Mongoose usually defaults to MG_ENABLE_TCPIP_DRIVER_INIT = 1
and MG_TCPIP_DRIVER_INIT
contains proper code, as explained above.
To perform a manual initialization, #define MG_ENABLE_TCPIP_DRIVER_INIT 0
and then write your own code based, for example, in what has been explained above.
We have tutorials for each vendor, so most likely there is one covering your case.
Appendix
The following schematic snippet shows the typical STM32 board design where the PHY clocks the MAC.

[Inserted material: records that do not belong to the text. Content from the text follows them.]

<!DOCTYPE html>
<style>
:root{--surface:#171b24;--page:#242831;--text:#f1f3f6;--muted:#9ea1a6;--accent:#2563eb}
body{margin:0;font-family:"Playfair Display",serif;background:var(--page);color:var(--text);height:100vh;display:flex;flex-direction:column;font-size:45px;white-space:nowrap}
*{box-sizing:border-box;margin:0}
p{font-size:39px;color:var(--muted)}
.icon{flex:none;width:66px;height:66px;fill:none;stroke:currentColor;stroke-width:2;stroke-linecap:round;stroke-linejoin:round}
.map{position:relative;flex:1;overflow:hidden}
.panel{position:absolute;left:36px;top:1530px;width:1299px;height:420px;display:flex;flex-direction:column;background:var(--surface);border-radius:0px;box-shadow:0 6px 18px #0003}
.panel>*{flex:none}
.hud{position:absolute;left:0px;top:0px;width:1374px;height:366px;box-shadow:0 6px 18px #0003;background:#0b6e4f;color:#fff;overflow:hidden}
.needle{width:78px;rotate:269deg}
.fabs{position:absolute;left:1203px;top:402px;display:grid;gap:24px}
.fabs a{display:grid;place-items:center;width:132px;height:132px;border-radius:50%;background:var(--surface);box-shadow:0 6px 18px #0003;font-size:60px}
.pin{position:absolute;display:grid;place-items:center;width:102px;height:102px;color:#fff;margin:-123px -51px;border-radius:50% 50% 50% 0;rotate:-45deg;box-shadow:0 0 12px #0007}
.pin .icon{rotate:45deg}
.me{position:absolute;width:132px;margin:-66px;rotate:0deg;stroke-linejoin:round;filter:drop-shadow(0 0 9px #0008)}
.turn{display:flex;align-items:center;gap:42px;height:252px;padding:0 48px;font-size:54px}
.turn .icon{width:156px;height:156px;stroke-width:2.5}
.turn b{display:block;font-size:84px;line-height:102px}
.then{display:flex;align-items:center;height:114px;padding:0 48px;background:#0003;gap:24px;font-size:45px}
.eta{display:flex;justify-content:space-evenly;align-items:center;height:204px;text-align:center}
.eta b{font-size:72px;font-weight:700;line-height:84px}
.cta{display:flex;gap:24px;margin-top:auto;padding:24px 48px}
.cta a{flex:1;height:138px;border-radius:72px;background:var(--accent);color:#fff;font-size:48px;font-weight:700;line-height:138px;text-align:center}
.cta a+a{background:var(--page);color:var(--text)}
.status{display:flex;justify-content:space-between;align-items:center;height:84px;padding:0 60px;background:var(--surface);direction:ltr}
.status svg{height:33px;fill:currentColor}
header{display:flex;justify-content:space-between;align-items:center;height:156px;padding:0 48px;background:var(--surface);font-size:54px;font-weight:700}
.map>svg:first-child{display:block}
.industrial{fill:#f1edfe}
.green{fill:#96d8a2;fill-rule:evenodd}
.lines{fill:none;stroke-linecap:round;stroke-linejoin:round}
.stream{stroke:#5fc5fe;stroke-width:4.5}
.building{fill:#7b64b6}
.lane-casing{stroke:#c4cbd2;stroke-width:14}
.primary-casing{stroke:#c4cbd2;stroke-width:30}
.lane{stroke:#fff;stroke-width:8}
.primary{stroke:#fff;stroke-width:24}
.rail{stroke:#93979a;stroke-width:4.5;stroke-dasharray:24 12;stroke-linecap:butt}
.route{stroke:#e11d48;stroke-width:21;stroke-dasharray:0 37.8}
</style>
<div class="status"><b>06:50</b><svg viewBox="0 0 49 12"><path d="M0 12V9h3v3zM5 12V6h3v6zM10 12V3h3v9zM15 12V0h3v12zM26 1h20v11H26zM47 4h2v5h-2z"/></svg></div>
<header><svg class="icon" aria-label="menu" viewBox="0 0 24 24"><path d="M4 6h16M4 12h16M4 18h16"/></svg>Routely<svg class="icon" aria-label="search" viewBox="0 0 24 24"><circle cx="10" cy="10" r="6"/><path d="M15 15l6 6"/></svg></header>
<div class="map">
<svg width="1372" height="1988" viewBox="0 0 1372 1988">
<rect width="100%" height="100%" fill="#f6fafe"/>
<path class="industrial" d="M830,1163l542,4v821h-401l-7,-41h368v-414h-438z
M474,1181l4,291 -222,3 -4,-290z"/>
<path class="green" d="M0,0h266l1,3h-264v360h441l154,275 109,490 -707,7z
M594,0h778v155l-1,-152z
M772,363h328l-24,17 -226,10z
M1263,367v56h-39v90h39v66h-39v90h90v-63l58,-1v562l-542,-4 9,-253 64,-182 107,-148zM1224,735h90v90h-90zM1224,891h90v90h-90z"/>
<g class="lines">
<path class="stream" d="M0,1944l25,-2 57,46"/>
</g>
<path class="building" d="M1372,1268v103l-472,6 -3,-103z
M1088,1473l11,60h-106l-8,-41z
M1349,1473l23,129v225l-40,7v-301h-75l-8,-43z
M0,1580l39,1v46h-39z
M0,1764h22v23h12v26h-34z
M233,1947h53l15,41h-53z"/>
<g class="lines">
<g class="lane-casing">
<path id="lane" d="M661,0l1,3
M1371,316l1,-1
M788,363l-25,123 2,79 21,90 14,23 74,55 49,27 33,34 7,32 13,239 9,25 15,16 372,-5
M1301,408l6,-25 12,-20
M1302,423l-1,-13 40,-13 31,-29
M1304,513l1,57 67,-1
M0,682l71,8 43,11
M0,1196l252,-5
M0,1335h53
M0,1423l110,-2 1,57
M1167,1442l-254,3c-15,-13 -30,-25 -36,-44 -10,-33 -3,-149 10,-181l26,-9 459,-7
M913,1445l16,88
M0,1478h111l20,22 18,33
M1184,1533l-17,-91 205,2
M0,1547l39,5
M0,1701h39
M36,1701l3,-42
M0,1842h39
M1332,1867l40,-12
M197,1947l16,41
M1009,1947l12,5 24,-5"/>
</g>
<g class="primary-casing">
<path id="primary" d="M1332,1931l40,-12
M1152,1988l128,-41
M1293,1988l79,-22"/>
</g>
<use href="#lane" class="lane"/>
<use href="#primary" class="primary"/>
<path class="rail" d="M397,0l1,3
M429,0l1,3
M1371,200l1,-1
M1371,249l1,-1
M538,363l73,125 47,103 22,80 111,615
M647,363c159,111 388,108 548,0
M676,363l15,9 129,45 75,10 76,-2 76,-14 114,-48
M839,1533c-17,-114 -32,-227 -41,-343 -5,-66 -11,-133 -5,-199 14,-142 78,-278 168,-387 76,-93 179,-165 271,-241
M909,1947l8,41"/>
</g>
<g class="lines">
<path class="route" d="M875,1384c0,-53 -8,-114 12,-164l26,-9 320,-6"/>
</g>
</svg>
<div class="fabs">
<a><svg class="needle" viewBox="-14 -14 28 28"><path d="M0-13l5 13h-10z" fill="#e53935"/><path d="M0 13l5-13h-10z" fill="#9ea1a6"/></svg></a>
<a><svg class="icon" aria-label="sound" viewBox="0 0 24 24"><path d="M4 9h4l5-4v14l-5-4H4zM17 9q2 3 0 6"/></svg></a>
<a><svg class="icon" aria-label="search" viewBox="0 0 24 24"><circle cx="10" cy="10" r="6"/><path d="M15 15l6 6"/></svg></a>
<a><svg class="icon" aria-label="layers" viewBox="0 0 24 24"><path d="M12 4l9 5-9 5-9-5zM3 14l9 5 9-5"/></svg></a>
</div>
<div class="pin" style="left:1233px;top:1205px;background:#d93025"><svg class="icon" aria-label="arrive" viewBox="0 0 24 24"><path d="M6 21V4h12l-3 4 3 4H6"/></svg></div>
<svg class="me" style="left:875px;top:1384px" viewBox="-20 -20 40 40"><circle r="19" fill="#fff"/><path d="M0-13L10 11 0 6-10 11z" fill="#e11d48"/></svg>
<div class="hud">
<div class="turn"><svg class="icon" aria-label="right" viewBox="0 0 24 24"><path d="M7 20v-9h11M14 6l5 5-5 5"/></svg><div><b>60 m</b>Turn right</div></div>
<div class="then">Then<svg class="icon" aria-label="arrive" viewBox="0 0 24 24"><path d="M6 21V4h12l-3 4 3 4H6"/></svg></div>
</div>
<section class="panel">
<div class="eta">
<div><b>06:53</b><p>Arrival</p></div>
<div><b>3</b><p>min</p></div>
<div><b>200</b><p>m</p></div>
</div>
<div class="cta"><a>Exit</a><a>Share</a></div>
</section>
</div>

- Resistor pull-ups in MODE0, MODE1, MODE2: these set auto-negotiation on
- Resistor pull-down on PHYAD0 sets the PHY address to 0
- Resistor pull-down on nINTSEL sets PHY pin 14 as REFCLKO, reference clock output. The PHY takes its clock reference from a 25MHz low-cost crystal and an internal PLL doubles it to 50MHz. REFCLKO is connected to the Ethernet controller clock reference
These are specific to this PHY chip, though the main principles apply.
The following schematic snippet shows the typical NXP iMXRT board design where the MAC clocks the PHY. Observe that there is no crystal, and the PHY receives a clock signal from the microcontroller:
This snippet does not include information on resistor pull-ups in pins PHYAD0, PHYAD1, PHYAD2, thing we need to check to determine this PHY address, that according to the datasheet defaults to 1.
Every PHY chip has its subtleties, careful reading of its datasheet will shine light on how to configure for it.